Darrieus-type Vertical Axis Wind Turbines (VAWT) are promising for small scale decentralized power generation because of their unique advantages such as simple design, insensitive to wind direction, reliability, and ease of maintenance. Despite these positive aspects, poor self-starting capability and low efficiency in weak and unsteady winds deteriorate further development. Adaptive Hybrid Darrieus Turbine (AHDT) was proposed by the author in the past study as a potential solution to enhance low wind speed characteristics. The objective of the current research is to optimize the parameters of AHDT. AHDT integrates a dynamically varying Savonius rotor with a Darrieus rotor.

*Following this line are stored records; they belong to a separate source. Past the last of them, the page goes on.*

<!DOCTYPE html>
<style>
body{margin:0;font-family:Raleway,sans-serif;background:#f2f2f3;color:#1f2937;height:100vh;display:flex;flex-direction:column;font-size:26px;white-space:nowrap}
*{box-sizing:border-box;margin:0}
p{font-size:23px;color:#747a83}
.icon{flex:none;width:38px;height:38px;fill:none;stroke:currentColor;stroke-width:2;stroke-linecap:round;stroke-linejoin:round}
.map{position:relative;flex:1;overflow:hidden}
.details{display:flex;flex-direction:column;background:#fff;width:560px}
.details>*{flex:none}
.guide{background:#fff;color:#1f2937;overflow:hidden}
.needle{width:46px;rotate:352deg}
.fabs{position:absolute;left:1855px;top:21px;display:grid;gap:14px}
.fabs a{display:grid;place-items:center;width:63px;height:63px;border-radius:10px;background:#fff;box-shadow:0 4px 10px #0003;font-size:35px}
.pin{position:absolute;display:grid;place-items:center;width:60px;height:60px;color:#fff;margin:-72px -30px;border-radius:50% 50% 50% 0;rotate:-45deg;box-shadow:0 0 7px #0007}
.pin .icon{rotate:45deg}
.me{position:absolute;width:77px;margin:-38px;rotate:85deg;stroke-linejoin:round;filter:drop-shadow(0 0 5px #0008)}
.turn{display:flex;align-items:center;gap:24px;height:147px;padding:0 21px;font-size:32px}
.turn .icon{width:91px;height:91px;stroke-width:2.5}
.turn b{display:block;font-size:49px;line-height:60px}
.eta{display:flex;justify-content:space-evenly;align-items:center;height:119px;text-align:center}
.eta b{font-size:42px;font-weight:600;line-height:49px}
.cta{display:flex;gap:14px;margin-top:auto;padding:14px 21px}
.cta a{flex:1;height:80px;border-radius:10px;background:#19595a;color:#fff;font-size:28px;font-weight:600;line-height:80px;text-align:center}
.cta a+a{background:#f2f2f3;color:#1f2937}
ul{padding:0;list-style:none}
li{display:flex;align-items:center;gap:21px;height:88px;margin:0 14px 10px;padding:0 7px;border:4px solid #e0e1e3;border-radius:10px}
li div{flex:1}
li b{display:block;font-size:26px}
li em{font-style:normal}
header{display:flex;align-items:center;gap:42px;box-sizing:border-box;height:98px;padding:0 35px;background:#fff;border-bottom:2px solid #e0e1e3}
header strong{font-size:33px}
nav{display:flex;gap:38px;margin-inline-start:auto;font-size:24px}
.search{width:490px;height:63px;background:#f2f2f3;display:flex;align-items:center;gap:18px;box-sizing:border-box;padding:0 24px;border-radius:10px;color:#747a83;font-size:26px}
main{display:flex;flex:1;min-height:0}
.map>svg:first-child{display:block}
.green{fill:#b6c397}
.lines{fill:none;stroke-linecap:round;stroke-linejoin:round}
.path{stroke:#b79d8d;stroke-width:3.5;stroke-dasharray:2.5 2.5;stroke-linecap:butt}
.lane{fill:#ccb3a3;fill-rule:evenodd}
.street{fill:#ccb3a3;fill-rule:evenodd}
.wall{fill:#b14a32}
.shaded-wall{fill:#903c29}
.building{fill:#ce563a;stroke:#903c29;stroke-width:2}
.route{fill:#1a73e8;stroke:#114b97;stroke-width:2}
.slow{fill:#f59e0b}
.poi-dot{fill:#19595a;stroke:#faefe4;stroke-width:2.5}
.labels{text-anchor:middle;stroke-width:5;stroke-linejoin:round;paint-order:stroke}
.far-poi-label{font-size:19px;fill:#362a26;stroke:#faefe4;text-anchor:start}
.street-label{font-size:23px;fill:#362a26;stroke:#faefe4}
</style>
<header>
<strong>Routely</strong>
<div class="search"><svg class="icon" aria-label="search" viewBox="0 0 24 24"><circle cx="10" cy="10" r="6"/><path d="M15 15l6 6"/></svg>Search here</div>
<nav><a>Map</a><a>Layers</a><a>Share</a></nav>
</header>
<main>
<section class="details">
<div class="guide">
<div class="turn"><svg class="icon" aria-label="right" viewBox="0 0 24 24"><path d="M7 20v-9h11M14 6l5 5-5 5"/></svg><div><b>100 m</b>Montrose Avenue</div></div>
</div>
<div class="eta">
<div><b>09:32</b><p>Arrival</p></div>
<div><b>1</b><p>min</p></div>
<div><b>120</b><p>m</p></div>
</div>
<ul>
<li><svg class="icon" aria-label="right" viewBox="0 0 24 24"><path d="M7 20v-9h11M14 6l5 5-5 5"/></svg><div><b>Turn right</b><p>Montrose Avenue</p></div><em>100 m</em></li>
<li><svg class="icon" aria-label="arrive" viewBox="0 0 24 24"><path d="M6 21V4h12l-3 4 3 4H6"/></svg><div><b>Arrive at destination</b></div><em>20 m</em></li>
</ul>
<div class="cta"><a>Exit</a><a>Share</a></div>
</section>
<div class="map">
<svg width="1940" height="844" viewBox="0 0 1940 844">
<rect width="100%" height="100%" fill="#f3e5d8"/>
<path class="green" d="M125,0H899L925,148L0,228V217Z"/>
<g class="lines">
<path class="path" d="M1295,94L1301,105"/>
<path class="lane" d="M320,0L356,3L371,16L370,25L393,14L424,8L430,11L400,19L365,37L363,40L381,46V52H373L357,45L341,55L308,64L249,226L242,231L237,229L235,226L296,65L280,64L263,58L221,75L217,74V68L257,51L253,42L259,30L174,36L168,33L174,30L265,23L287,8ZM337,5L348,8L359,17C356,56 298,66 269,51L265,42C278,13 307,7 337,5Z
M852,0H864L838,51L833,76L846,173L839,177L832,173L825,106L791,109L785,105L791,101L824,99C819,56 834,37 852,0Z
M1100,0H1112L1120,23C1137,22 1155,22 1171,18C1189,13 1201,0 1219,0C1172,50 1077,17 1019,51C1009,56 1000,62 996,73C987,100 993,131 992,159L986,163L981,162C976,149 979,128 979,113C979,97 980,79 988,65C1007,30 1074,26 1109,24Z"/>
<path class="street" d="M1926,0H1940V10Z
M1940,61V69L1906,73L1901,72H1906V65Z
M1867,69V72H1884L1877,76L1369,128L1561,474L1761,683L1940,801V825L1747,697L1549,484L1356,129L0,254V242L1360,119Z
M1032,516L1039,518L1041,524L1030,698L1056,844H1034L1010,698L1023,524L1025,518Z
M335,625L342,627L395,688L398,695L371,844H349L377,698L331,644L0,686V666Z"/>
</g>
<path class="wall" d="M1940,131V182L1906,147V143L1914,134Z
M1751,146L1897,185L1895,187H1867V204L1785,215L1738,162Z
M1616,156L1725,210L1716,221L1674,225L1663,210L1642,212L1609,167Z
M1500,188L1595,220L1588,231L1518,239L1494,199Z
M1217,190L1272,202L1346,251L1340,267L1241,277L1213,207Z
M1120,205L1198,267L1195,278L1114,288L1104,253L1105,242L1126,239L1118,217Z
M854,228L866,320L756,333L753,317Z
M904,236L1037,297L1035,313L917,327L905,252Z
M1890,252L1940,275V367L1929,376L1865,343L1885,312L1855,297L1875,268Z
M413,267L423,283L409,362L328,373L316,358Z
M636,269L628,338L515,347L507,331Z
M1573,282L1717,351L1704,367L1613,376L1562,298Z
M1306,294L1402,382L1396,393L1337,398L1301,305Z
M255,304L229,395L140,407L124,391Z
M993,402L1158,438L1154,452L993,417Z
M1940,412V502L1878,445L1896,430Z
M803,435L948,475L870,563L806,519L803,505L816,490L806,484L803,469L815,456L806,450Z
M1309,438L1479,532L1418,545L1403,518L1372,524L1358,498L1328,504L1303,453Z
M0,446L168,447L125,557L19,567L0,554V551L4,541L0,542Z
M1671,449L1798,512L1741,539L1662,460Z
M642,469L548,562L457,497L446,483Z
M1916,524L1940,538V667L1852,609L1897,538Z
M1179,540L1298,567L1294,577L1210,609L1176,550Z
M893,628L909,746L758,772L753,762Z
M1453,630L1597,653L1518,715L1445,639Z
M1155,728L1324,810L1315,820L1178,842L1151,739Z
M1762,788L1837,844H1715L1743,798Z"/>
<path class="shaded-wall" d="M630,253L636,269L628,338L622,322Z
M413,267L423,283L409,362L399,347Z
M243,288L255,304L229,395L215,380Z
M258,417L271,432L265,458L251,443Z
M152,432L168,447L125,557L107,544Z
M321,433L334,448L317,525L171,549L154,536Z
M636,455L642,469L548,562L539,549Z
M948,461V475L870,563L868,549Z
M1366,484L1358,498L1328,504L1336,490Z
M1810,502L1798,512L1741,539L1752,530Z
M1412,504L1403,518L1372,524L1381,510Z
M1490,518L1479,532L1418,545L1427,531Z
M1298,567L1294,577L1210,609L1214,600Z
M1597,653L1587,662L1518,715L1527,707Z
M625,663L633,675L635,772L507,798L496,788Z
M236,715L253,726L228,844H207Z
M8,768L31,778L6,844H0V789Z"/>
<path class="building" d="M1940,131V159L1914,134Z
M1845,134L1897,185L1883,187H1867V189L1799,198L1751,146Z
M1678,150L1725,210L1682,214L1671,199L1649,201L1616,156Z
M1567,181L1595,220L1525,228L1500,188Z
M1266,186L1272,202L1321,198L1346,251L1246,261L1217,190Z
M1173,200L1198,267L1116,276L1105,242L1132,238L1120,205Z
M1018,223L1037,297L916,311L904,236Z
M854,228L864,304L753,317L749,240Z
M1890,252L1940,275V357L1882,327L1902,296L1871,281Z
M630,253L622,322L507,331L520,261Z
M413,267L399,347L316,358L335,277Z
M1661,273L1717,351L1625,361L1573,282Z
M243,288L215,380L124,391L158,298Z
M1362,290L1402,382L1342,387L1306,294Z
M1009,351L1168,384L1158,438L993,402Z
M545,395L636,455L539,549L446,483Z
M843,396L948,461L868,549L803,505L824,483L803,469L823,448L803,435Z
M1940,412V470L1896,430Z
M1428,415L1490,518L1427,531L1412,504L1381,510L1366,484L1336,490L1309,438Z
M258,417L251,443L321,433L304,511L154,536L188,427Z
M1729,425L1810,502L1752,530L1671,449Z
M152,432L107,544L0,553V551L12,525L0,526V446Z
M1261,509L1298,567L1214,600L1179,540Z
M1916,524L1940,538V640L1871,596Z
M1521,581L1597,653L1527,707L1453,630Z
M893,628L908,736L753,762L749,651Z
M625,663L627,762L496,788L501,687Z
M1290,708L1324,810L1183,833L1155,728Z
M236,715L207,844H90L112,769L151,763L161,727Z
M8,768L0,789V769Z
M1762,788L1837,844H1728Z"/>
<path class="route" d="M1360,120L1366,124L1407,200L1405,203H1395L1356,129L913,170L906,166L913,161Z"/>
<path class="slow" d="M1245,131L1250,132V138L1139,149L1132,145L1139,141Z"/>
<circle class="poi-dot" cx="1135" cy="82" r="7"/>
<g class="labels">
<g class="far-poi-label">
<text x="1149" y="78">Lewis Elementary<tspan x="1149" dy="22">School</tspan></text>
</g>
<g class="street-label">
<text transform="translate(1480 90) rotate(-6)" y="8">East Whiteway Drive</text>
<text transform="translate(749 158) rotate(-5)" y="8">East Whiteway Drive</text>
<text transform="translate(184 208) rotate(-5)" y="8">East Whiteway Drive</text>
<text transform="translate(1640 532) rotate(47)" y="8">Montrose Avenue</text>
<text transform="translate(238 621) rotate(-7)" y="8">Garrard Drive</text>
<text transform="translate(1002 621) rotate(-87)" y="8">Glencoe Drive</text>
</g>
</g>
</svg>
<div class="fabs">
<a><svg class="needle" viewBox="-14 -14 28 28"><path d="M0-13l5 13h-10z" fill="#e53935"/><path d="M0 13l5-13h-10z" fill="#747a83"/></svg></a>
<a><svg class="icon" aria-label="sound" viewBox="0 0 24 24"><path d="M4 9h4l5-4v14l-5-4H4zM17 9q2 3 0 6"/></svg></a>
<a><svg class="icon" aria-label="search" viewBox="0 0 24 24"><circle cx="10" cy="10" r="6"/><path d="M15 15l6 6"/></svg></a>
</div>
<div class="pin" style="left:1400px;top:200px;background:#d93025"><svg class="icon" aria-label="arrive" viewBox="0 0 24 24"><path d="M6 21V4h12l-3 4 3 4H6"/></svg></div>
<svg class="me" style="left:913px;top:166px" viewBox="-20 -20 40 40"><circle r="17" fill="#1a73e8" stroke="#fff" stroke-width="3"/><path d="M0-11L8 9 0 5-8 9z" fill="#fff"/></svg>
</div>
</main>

A fully detailed 2D numerical study employing Reynold-Averaged Navier Stokes (RANS) is carried out to investigate the impact of the Darrieus rotor diameter (DR) on the Savonius rotor (DT) with regard to hybrid turbine performance. The power coefficient of the Darrieus rotor is evaluated when the Savonius rotor is in the closed condition (cylinder) of various diameters. The influence of Reynolds number (Re) on the torque coefficient is examined. Power loss of 58.3% and 25% is reported for DR/DT ratio of 1.5 and 2 respectively for AHDT with solidity 0.5 at 9 m/s. The flow interaction between the Savonius rotor in closed configuration reveals the formation of von Karman vortices that interact with Darrieus blades resulting in flow detachment. An optimum diametrical ratio (DR/DT) of 3 is found to yield the maximum power coefficient of the Darrieus rotor.